La Paz | La Prensa
El peor año de The Strongest en la historia liguera casi ha terminado (le queda la agonía de tener que jugar dos partidos sólo por cumplir) y de la manera más estrepitosa: último en la tabla, lo que de por sí es bastante humillación para un grande, y eliminado de la ronda final, algo que no tiene que sorprender a nadie porque es algo que se veía venir.
El equipo que nunca fue, porque como tal jamás existió, terminó enterrado ayer por La Paz Fútbol Club (1-0), que en el último minuto del partido convirtió el tanto de la victoria, acrecentó sus aspiraciones de clasificación y de paso le dio al "Tigre" el empujón final hacia el abismo.
El partido en Miraflores era de vida o muerte. Por eso los dos lo jugaron con miedo. Pero a la larga fue The Strongest el que sintió más la presión y eso, sumado a sus habituales incapacidades, terminó haciendo que cavara su propia tumba frente a un La Paz más calmado y que, en el momento que menos pensaba, aprovechó de la opción que tuvo para dar el batacazo.

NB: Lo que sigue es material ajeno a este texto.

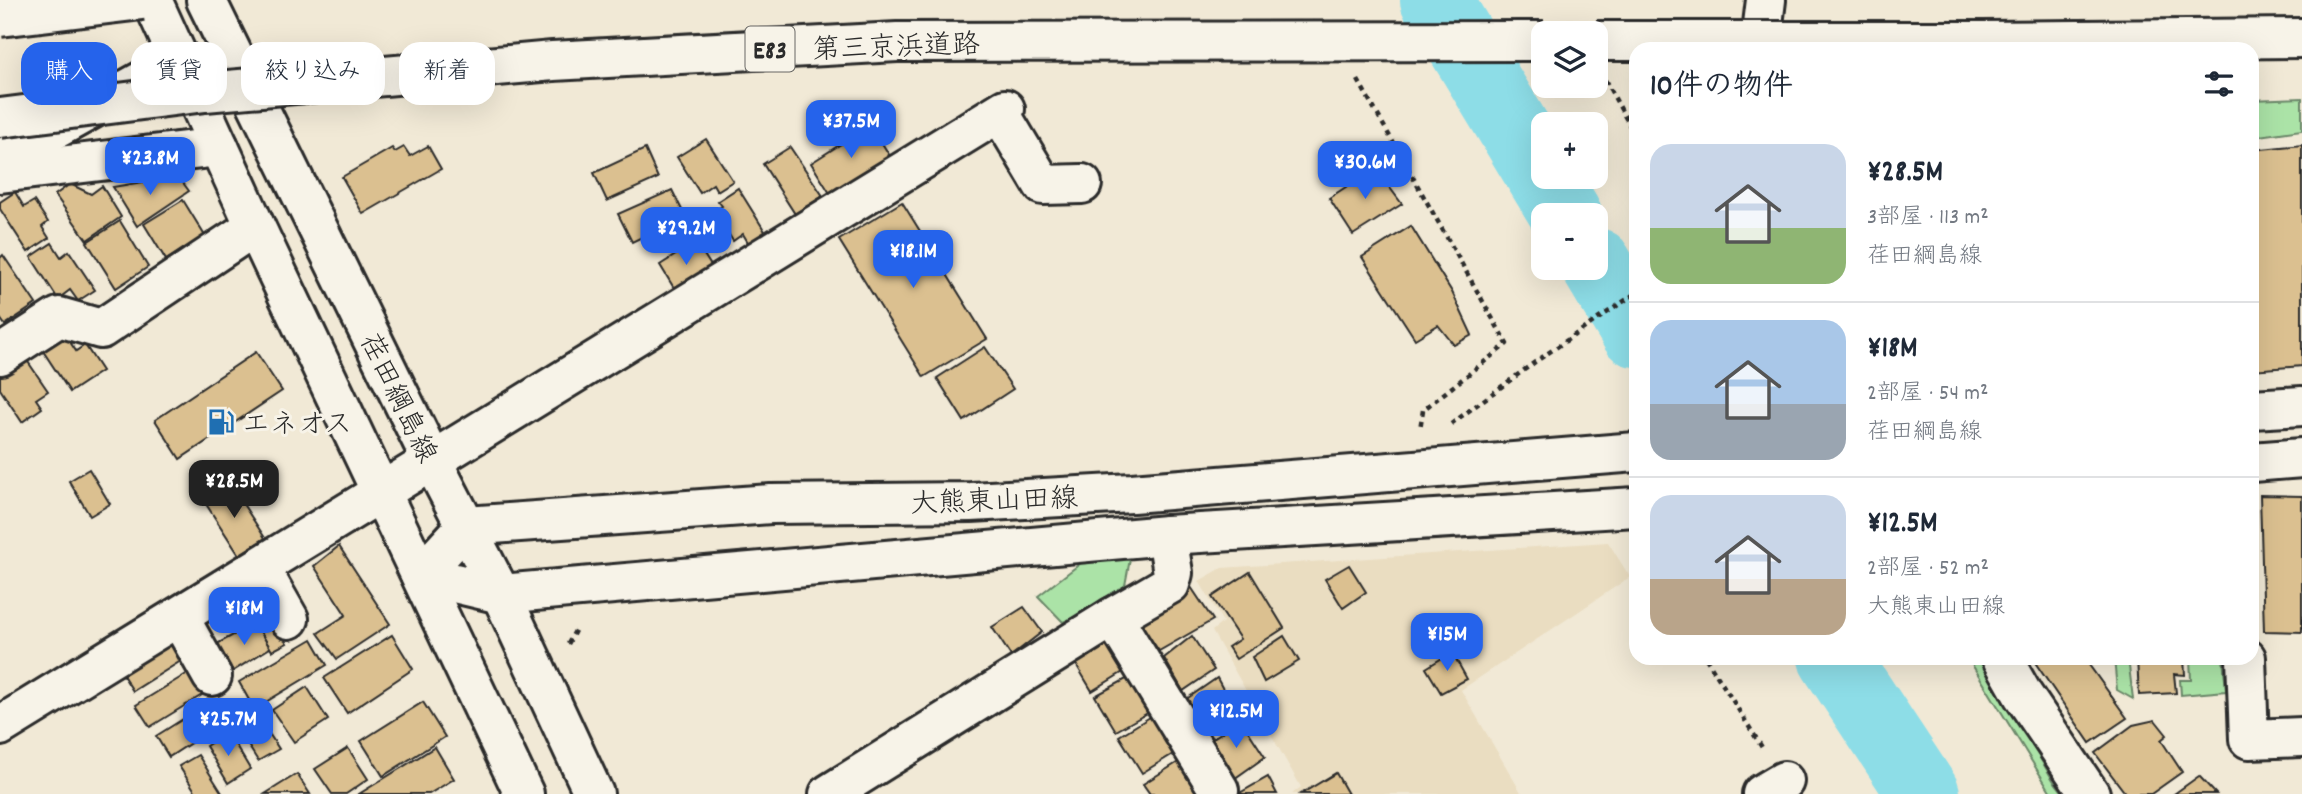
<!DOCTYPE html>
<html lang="ja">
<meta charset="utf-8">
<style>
:root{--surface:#fff;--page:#f2f2f3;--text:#1f2937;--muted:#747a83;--line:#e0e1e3;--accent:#2563eb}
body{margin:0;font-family:Dekko,"Klee One",sans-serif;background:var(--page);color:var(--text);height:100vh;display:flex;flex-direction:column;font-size:26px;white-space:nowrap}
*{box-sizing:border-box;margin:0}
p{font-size:23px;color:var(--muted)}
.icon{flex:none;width:38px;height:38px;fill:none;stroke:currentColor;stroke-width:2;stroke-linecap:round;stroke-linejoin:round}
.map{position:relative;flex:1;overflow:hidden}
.side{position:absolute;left:1629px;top:42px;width:630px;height:623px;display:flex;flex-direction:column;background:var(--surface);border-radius:21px;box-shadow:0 7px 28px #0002}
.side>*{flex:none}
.banner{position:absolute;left:21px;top:42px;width:665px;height:63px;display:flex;gap:14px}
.controls{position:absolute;left:1531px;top:21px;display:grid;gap:14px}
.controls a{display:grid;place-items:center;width:77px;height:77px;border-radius:14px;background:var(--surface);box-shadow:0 7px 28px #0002;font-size:35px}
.price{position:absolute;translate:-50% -60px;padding:0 16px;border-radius:14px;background:var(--accent);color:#fff;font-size:23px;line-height:46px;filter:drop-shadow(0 2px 4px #0008)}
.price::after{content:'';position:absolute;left:50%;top:42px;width:21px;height:16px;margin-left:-10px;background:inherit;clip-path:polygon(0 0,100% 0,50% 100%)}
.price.selected{background:#222;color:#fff}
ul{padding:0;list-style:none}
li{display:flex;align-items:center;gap:21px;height:175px;padding:0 21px}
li+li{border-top:2px solid var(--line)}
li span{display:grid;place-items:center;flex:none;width:196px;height:140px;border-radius:21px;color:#555}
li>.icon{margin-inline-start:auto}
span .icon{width:84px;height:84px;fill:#fffc;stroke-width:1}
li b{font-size:30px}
h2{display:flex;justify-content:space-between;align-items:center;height:84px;padding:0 21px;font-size:30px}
.chip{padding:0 24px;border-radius:21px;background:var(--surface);box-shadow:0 7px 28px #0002;font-size:24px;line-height:63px}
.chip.selected{background:var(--accent);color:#fff}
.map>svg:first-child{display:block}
</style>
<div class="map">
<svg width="2302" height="794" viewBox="0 0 2302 794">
<rect width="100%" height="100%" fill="#f1e9d6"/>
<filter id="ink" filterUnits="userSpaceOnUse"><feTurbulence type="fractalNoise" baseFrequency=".0143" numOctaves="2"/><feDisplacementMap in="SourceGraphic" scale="14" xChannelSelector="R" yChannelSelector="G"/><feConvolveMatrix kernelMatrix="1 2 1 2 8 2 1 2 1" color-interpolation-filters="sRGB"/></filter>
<g filter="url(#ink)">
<polygon fill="#eaddc1" points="1608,542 1630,577 1461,690 1522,794 1292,794 1301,787 1212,631 1223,622 1199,581 1222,568"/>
<g fill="#abe3a7" stroke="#6b8769" stroke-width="2">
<polygon points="2302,98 2302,130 2252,137 2252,100"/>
<polygon points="1130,559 1123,596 1063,622 1038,596 1085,560"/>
<polygon points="1968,658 1980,658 2053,780 2064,794 2052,794"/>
<polygon points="2114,658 2128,658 2133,699 2117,690"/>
<polygon points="2190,658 2223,658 2226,691 2181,695 2180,680 2191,680"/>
</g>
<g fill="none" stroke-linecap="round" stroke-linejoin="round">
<g stroke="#8ddde7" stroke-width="72">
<polyline points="1436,0 1566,215"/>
<polyline points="1596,264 1636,331"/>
<polyline points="1834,658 1924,794"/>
</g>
</g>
<g fill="#dbc090" stroke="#2b2b2b" stroke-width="2">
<polygon points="871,125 891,158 831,195 811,163"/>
<polygon points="706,139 733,181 717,191 713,184 700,193 677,157"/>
<polygon points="2302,145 2302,366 2252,370 2252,150"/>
<polygon points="428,146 441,169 363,214 342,177 392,148 395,152 404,147 410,156"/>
<polygon points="790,147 823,196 795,214 763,164"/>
<polygon points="645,149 658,178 607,201 594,173"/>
<polygon points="1375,168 1402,204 1353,235 1329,198"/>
<polygon points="178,176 189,191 137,226 113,187"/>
<polygon points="70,184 91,194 102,186 121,217 87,240 55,195"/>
<polygon points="738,188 766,233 749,244 743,234 733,241 714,211 722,206 718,201"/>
<polygon points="672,190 685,216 632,242 618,214"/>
<polygon points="15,192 24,207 34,201 48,222 42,227 49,238 28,252 0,209 0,202"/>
<polygon points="183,200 205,236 166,260 144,224"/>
<polygon points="902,202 987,339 924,377 839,240"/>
<polygon points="120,221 148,267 116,288 87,242"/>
<polygon points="1411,226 1452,292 1472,335 1454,345 1438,325 1415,339 1362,257"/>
<polygon points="696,242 713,269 677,293 660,265"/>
<polygon points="52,243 61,257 69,251 95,290 78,301 70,290 58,299 31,257"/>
<polygon points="3,255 36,304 5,325 0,318 0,258"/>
<polygon points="66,336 76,351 85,345 102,371 70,392 43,351"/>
<polygon points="985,347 1013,389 964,421 937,378"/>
<polygon points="256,352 282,391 180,459 155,420"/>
<polygon points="24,356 48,391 36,399 42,408 22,422 0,389 0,372"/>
<polygon points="89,469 110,504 90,516 69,481"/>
<polygon points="230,484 265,538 239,555 204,501"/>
<polygon points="2260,495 2302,496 2302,632 2264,631"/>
<polygon points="339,546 390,624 337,659 318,633 346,615 314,566"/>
<polygon points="1349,565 1366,592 1343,608 1325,579"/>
<polygon points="1250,572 1284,628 1236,659 1228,647 1240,639 1212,597"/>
<polygon points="1191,587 1213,620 1159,651 1140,624"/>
<polygon points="1024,607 1042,632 1011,656 992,627"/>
<polygon points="269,614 287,643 272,651 255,623"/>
<polygon points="255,623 270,648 233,671 217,644"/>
<polygon points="392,635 413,669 347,713 324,678"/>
<polygon points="1192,636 1214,670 1183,691 1164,658"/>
<polygon points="1284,636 1299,661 1264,682 1252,657"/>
<polygon points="312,639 327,665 254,709 239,682"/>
<polygon points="171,640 184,659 133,691 121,672"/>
<polygon points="1109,642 1128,669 1092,691 1074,661"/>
<polygon points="1452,652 1467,679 1441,693 1426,668"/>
<polygon points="2032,658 2084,658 2127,718 2090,743"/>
<polygon points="2137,658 2184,658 2185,675 2174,674 2176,693 2139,695"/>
<polygon points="188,673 202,695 150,727 136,705"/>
<polygon points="1128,678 1151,711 1116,731 1095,696"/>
<polygon points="1217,678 1233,708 1203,729 1185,700"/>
<polygon points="307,687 328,720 294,742 272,710"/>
<polygon points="210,702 223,722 169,757 156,736"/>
<polygon points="423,702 445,737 383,776 361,741"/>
<polygon points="1155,714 1178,751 1142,773 1119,736"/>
<polygon points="259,718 279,749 258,761 239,731"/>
<polygon points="1241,720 1265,757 1231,781 1207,742"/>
<polygon points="2155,720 2167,735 2161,740 2182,772 2151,794 2126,794 2095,753 2133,725"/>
<polygon points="228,732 250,769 228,783 206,746"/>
<polygon points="435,747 454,779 429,794 359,794"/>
<polygon points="348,748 368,779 346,794 332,794 315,769"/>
<polygon points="198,755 222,793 219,794 197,794 179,766"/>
<polygon points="1180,761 1201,794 1150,794 1143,784"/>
<polygon points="1336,773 1348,794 1301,794"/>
<polygon points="297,774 310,794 265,794 284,782"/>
<polygon points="2199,776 2216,794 2174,794"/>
<polygon points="1268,777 1277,794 1238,794"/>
</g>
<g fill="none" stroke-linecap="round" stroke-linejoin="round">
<g stroke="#2b2b2b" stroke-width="44">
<g id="minor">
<polyline points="1760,49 1766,0"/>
<polyline points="1000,113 1043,185 1082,184"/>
<polyline points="0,160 180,60"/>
<polyline points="0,173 219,147"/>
<polyline points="0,355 59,317 101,329 255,226"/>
<polyline points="2252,409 2302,406"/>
<polyline points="1636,452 1132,493 971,502 771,504 466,526 421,575 501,594 1167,535 1636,507"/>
<polyline points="2252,462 2302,458"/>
<polyline points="260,568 289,619"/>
<polyline points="179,617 212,676"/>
<polyline points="1113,617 1219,790"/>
<polyline points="2002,658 2023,695 2090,794"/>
<polyline points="2246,658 2249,739 2302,737"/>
<polyline points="0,726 1005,109"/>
<polyline points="829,794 1113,617 1170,584 1173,573 1167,535"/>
<polyline points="1762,794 1784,781"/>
</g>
</g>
<g stroke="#2b2b2b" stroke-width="44">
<g id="major">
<polyline points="152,0 255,226 524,794"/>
<polyline points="206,0 432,461 501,594 594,794"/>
</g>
</g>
<g stroke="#2b2b2b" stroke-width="44">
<polyline id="highway" points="1982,41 2302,38"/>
</g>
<g stroke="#2b2b2b" stroke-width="4.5" stroke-dasharray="5 5" stroke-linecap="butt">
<polyline points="1358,80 1507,344 1423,410 1420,429"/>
<polyline points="1605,80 1636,137"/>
<polyline points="1451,424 1535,362 1636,293"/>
<polyline points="568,644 577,627"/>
<polyline points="1706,658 1763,749"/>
<polyline points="1957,658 1962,666"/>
</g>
<use href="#minor" stroke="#f7f3e8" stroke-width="38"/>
<use href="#major" stroke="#f7f3e8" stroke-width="38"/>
<use href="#highway" stroke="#f7f3e8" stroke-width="38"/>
<g stroke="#2b2b2b" stroke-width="44" stroke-linecap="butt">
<g id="highway-bridge">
<polyline points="0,17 142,0"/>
<polyline points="1596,41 1982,41"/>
<polyline points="0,118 205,92 553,61 897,42 1544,41"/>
</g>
</g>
<use href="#highway-bridge" stroke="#f7f3e8" stroke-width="38"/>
</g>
</g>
<defs>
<g id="fuel-bare" transform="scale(2.1)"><path d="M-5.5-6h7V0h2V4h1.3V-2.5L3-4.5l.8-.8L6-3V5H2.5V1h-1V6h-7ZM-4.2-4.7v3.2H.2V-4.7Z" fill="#1f6fb2" stroke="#f7f3e8" stroke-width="2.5" paint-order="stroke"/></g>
</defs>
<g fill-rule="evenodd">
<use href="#fuel-bare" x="221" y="422"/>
</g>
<g text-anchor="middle" stroke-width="6" stroke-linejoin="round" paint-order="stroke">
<rect fill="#f7f3e8" stroke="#686764" stroke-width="2" x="745.5" y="26.5" width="49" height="45" rx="5"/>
<g font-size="26" font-weight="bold" fill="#2b2b2b">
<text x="770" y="58">E83</text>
</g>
<g font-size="28" fill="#2b2b2b" stroke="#f7f3e8">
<text transform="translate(896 45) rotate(-2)" y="10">第三京浜道路</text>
<text transform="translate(400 397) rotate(64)" y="10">荏田綱島線</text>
<text transform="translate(994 499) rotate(-2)" y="10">大熊東山田線</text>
</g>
<g font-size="28" fill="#2b2b2b" stroke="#f7f3e8" text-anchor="start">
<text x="242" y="432">エネオス</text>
</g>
</g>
</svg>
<div class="controls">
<a><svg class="icon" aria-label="layers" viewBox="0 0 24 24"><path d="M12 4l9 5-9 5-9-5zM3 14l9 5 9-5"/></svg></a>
<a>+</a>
<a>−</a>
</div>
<b class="price" style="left:851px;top:160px">¥37.5M</b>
<b class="price" style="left:150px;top:197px">¥23.8M</b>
<b class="price" style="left:1365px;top:201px">¥30.6M</b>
<b class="price" style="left:686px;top:267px">¥29.2M</b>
<b class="price" style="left:913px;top:290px">¥18.1M</b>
<b class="price selected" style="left:234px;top:520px">¥28.5M</b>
<b class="price" style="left:244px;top:647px">¥18M</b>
<b class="price" style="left:1447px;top:673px">¥15M</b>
<b class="price" style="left:1236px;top:750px">¥12.5M</b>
<b class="price" style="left:228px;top:758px">¥25.7M</b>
<div class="banner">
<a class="chip selected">購入</a>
<a class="chip">賃貸</a>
<a class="chip">絞り込み</a>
<a class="chip">新着</a>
</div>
<section class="side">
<h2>10件の物件<svg class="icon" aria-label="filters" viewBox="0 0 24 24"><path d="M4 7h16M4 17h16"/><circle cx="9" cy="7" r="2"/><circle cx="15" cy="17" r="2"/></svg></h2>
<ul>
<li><span style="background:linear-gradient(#c9d6e8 60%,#8fb573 0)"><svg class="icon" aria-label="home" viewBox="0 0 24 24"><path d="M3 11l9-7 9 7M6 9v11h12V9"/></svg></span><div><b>¥28.5M</b><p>3部屋 · 113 m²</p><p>荏田綱島線</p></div></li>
<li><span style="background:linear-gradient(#a9c7e8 60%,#9aa5b1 0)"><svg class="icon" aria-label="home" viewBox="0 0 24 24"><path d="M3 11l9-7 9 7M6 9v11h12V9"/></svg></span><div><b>¥18M</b><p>2部屋 · 54 m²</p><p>荏田綱島線</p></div></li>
<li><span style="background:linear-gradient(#c9d6e8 60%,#b9a48a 0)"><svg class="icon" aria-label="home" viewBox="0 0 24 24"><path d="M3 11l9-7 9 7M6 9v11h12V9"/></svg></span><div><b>¥12.5M</b><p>2部屋 · 52 m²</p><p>大熊東山田線</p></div></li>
</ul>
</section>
</div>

Al "Tigre" de ayer hay que reconocerle una cosa: haber querido cambiar la historia. Lo otro, el no haber podido, es únicamente consecuencia de los factores futbolísticos: una formación nula en el sentido colectivo (no hubo técnico capaz de armar una estructura mínimamente sólida) y unas individualidades con ausencia de jerarquía, jugadores a los que la camiseta les quedó grande, aunque no sea precisamente culpa de ellos, sino de los que los trajeron.
La opción más cercana al gol de la que dispuso el "Tigre" fue a través de un tiro libre ejecutado por Heman Soliz, cuyo potente derechazo mandó la pelota a pegar en el travesaño.
En cambio, La Paz tuvo al menos tres: un par de Cortez, bien conjuradas por Issa y un mano a mano en el que el golero "atigrado" ganó frente a Gualé.
Todo eso antes de que, a los 45 minutos, un centro que aparentemente no llevaba peligro, fuera recogido por Hernández -aprovechando una falla de Soliz- para anidar el balón en el fondo del arco.
Fue el final de la crónica de una eliminación anunciada. The Strongest -el Tigre de siete vidas- no pudo dar vuelta a tan mala racha. La cuestión es que nunca tuvo con qué y hoy lo está pagando muy caro.